Write every line below out again exactly, images omitted.

Records for this task
= = = =
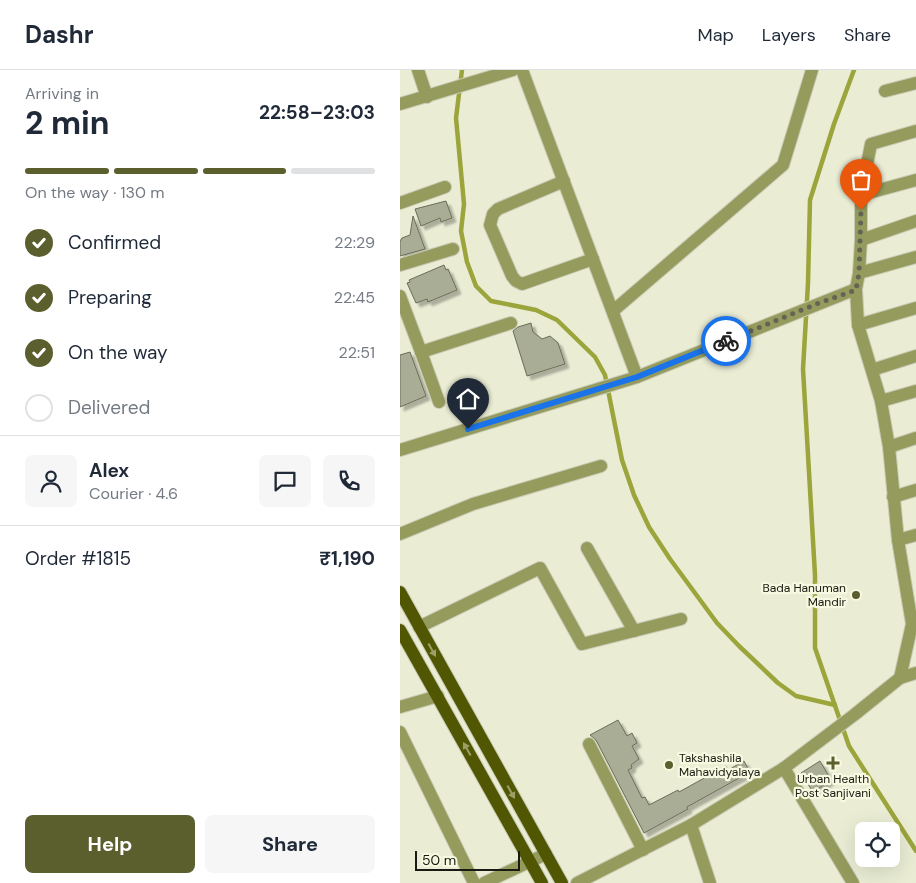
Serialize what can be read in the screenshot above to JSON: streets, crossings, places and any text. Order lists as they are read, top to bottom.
{
  "places": {
    "other": ["Bada Hanuman Mandir", "Takshashila Mahavidyalaya"],
    "health": ["Urban Health Post Sanjivani"]
  },
  "scale_bar": "50 m",
  "page": {
    "header": "Dashr",
    "nav": ["Map", "Layers", "Share"],
    "heading": ["2 min", "Arriving in", "22:58–23:03"],
    "panel": [
      "Alex",
      "Courier · 4.6",
      "Order #1815",
      "₹1,190"
    ],
    "bar": "On the way · 130 m",
    "list": [
      ["Confirmed", "22:29"],
      ["Preparing", "22:45"],
      ["On the way", "22:51"],
      "Delivered"
    ],
    "buttons": ["Help", "Share"],
    "scale": "50 m"
  }
}
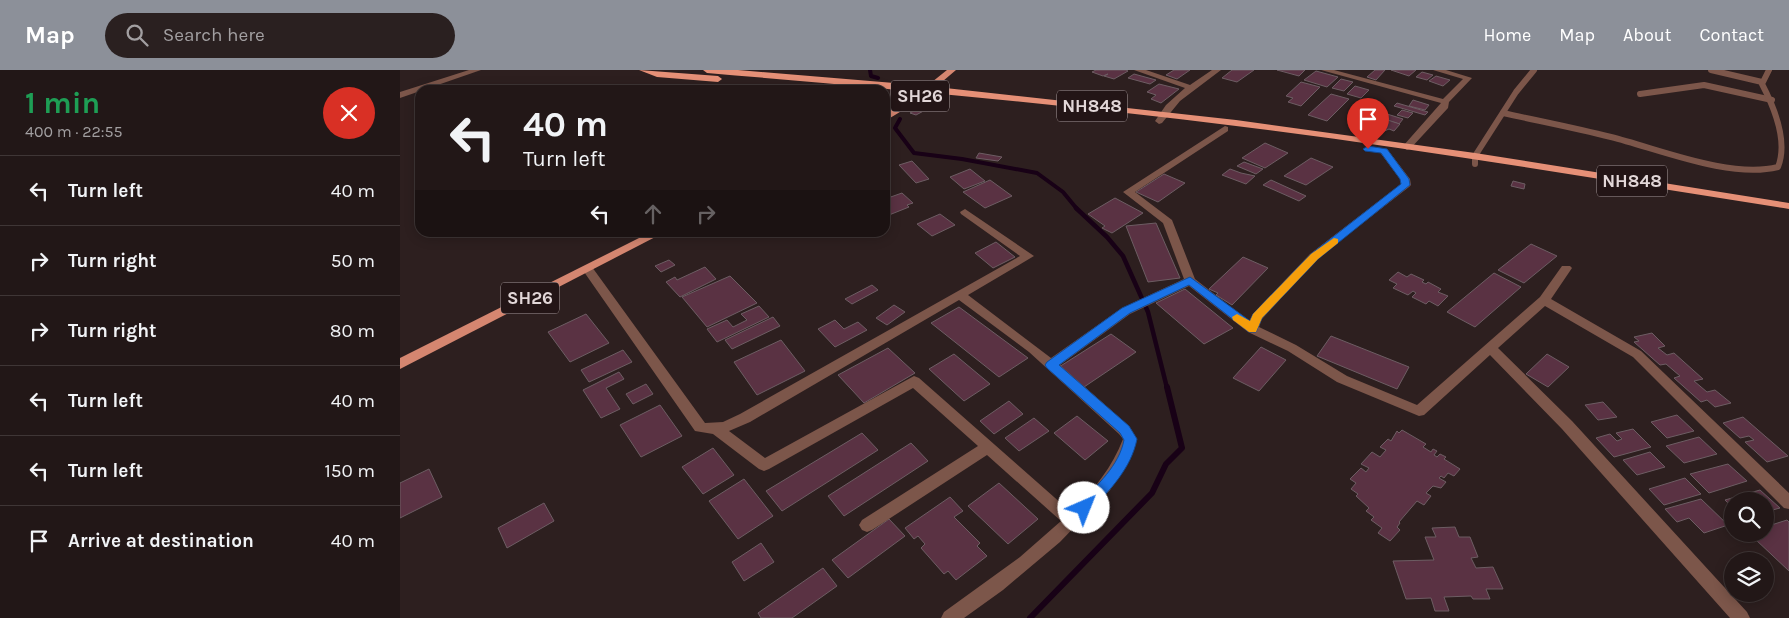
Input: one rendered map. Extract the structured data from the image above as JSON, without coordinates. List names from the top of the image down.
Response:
{
  "streets": {
    "highway": ["NH848"],
    "main road": ["SH26"]
  },
  "crossings": [
    ["SH26", "NH848"]
  ],
  "page": {
    "header": "Map",
    "search": "Search here",
    "nav": [
      "Home",
      "Map",
      "About",
      "Contact"
    ],
    "heading": ["1 min", "400 m · 22:55"],
    "turn": ["40 m", "Turn left"],
    "list": [
      {
        "name": "Turn left",
        "value": "40 m"
      },
      {
        "name": "Turn right",
        "value": "50 m"
      },
      {
        "name": "Turn right",
        "value": "80 m"
      },
      {
        "name": "Turn left",
        "value": "40 m"
      },
      {
        "name": "Turn left",
        "value": "150 m"
      },
      {
        "name": "Arrive at destination",
        "value": "40 m"
      }
    ]
  }
}
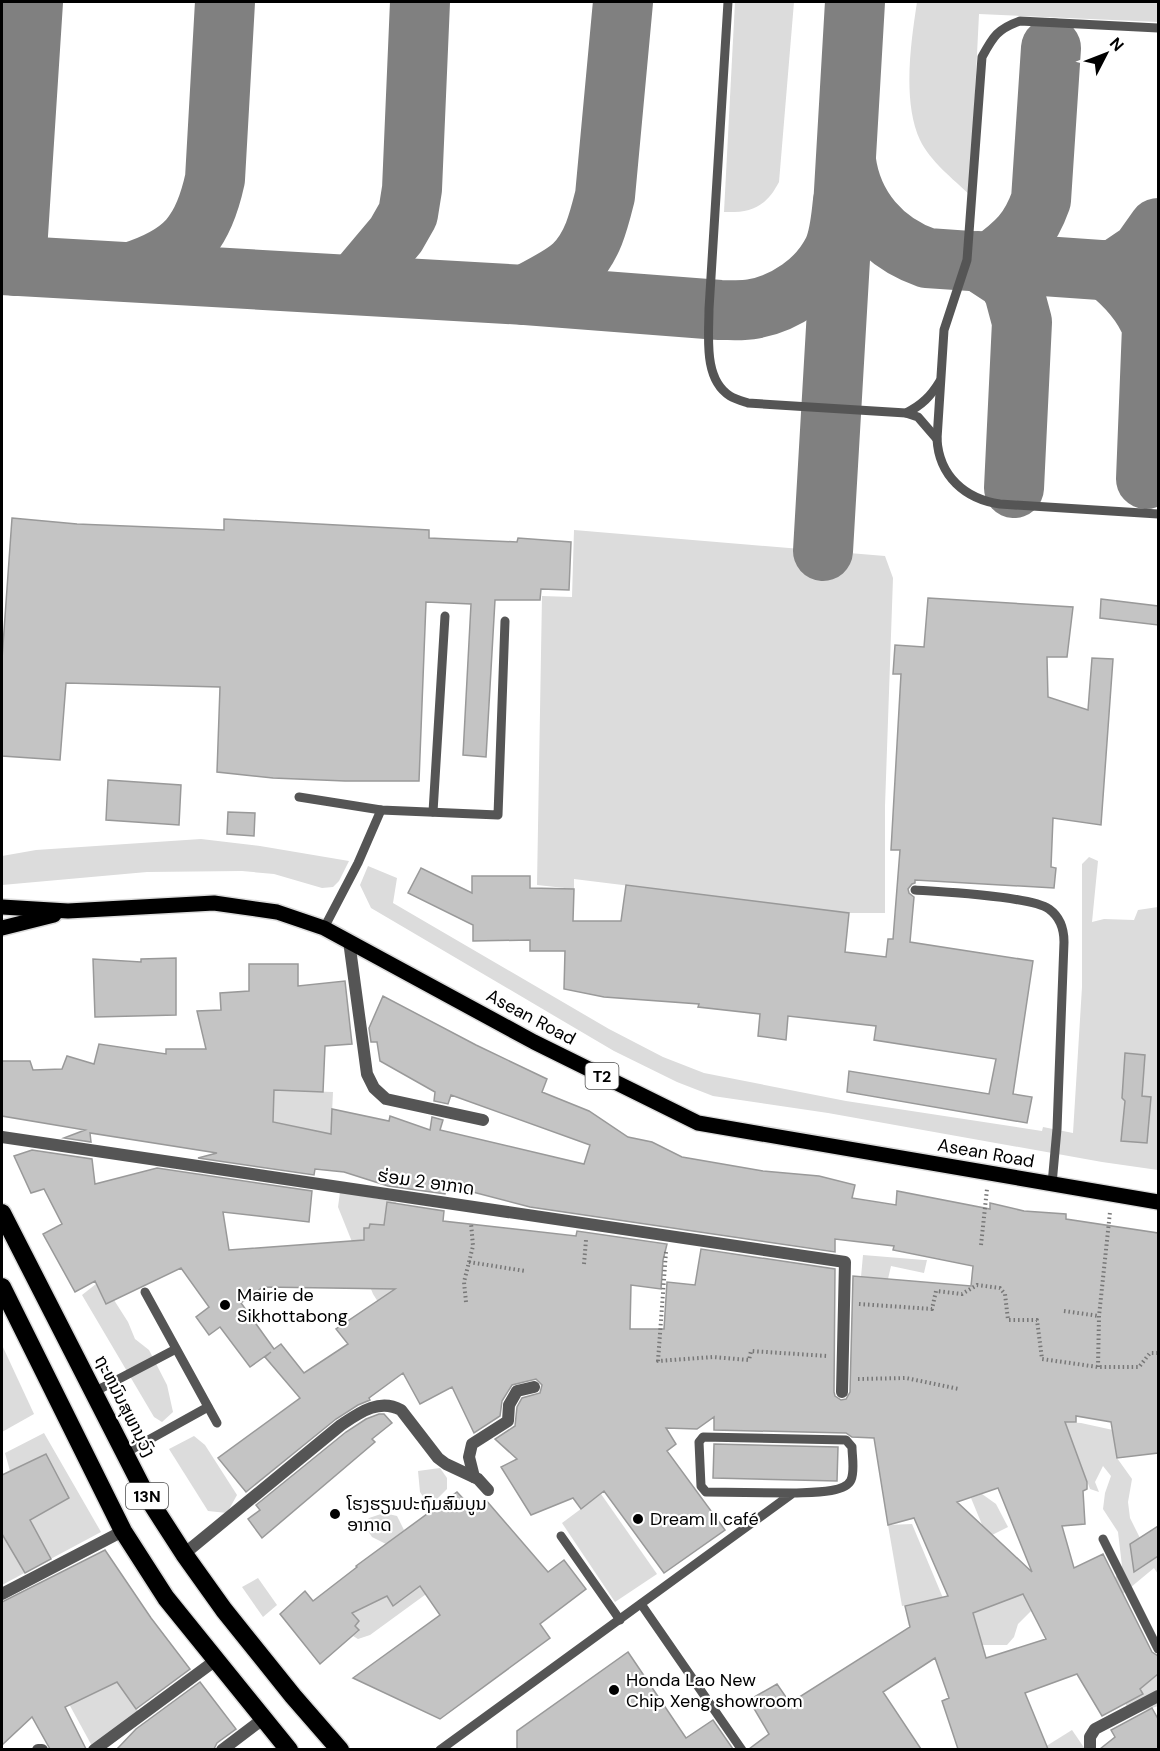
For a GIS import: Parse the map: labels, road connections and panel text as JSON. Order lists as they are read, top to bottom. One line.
{"streets":{"highway":["ຖະຫນົນສຸພານຸວົງ","13N"],"main road":["Asean Road","T2"],"street":["ຮ່ອມ 2 ອາກາດ"]},"places":["Mairie de Sikhottabong","ໂຮງຮຽນປະຖົມສົມບູນ ອາກາດ","Dream II café","Honda Lao New Chip Xeng showroom"],"north":"top right"}
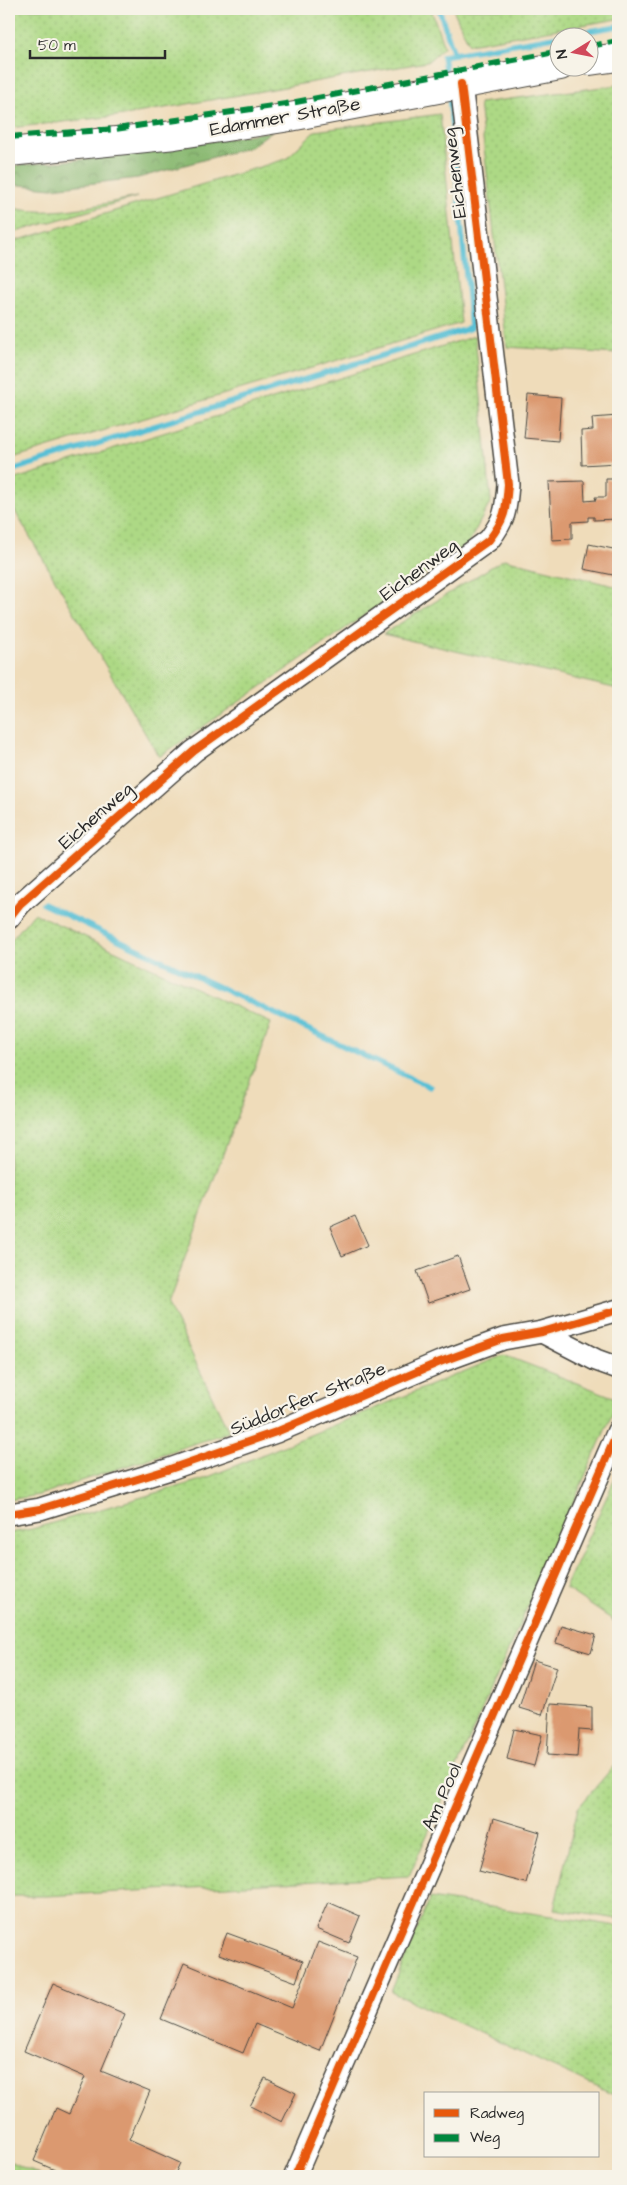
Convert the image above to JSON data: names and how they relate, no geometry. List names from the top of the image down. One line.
{"streets":{"main road":["Edammer Straße"],"street":["Eichenweg","Süddorfer Straße","Am Pool"]},"crossings":[["Edammer Straße","Eichenweg"]],"legend":["Radweg","Weg"],"scale_bar":"50 m","north":"left"}
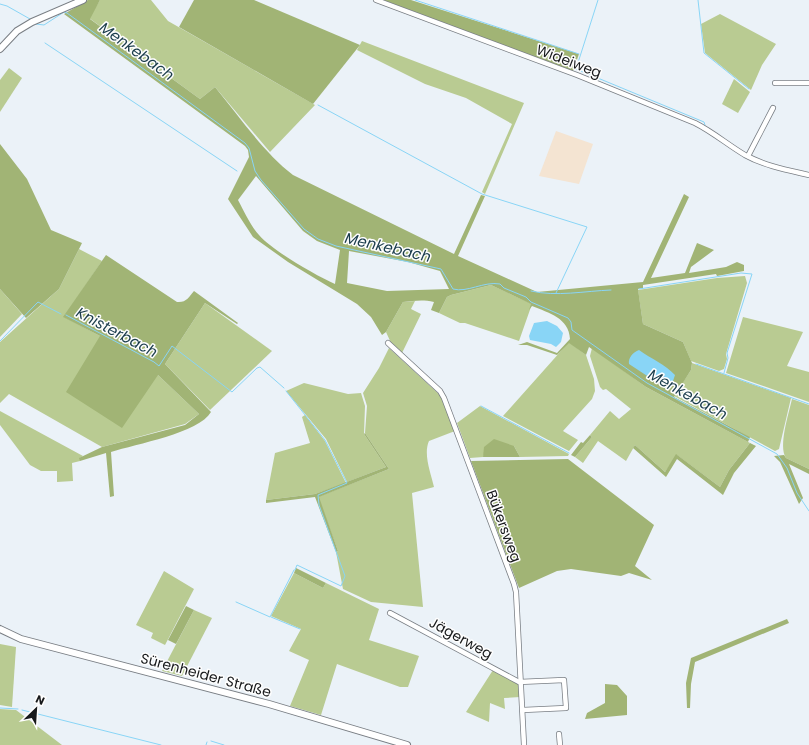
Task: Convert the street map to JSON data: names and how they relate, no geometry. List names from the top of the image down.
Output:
= = = =
Result below
Serialize what can be read in the screenshot above to JSON: streets, crossings, places and any text. Order lists as they are read, top to bottom.
{
  "places": {
    "other": ["Bada Hanuman Mandir", "Takshashila Mahavidyalaya"],
    "health": ["Urban Health Post Sanjivani"]
  },
  "scale_bar": "50 m",
  "page": {
    "header": "Dashr",
    "nav": ["Map", "Layers", "Share"],
    "heading": ["2 min", "Arriving in", "22:58–23:03"],
    "panel": [
      "Alex",
      "Courier · 4.6",
      "Order #1815",
      "₹1,190"
    ],
    "bar": "On the way · 130 m",
    "list": [
      ["Confirmed", "22:29"],
      ["Preparing", "22:45"],
      ["On the way", "22:51"],
      "Delivered"
    ],
    "buttons": ["Help", "Share"],
    "scale": "50 m"
  }
}
Input: one rendered map. Extract the structured data from the image above as JSON, without coordinates. List names from the top of the image down.
Response:
{
  "streets": {
    "highway": ["NH848"],
    "main road": ["SH26"]
  },
  "crossings": [
    ["SH26", "NH848"]
  ],
  "page": {
    "header": "Map",
    "search": "Search here",
    "nav": [
      "Home",
      "Map",
      "About",
      "Contact"
    ],
    "heading": ["1 min", "400 m · 22:55"],
    "turn": ["40 m", "Turn left"],
    "list": [
      {
        "name": "Turn left",
        "value": "40 m"
      },
      {
        "name": "Turn right",
        "value": "50 m"
      },
      {
        "name": "Turn right",
        "value": "80 m"
      },
      {
        "name": "Turn left",
        "value": "40 m"
      },
      {
        "name": "Turn left",
        "value": "150 m"
      },
      {
        "name": "Arrive at destination",
        "value": "40 m"
      }
    ]
  }
}
For a GIS import: Parse the map: labels, road connections and panel text as JSON. Order lists as they are read, top to bottom. One line.
{"streets":{"highway":["ຖະຫນົນສຸພານຸວົງ","13N"],"main road":["Asean Road","T2"],"street":["ຮ່ອມ 2 ອາກາດ"]},"places":["Mairie de Sikhottabong","ໂຮງຮຽນປະຖົມສົມບູນ ອາກາດ","Dream II café","Honda Lao New Chip Xeng showroom"],"north":"top right"}
Convert the image above to JSON data: names and how they relate, no geometry. List names from the top of the image down. One line.
{"streets":{"main road":["Edammer Straße"],"street":["Eichenweg","Süddorfer Straße","Am Pool"]},"crossings":[["Edammer Straße","Eichenweg"]],"legend":["Radweg","Weg"],"scale_bar":"50 m","north":"left"}
Task: Convert the street map to JSON data: names and how they relate, no geometry. List names from the top of the image down.
Output:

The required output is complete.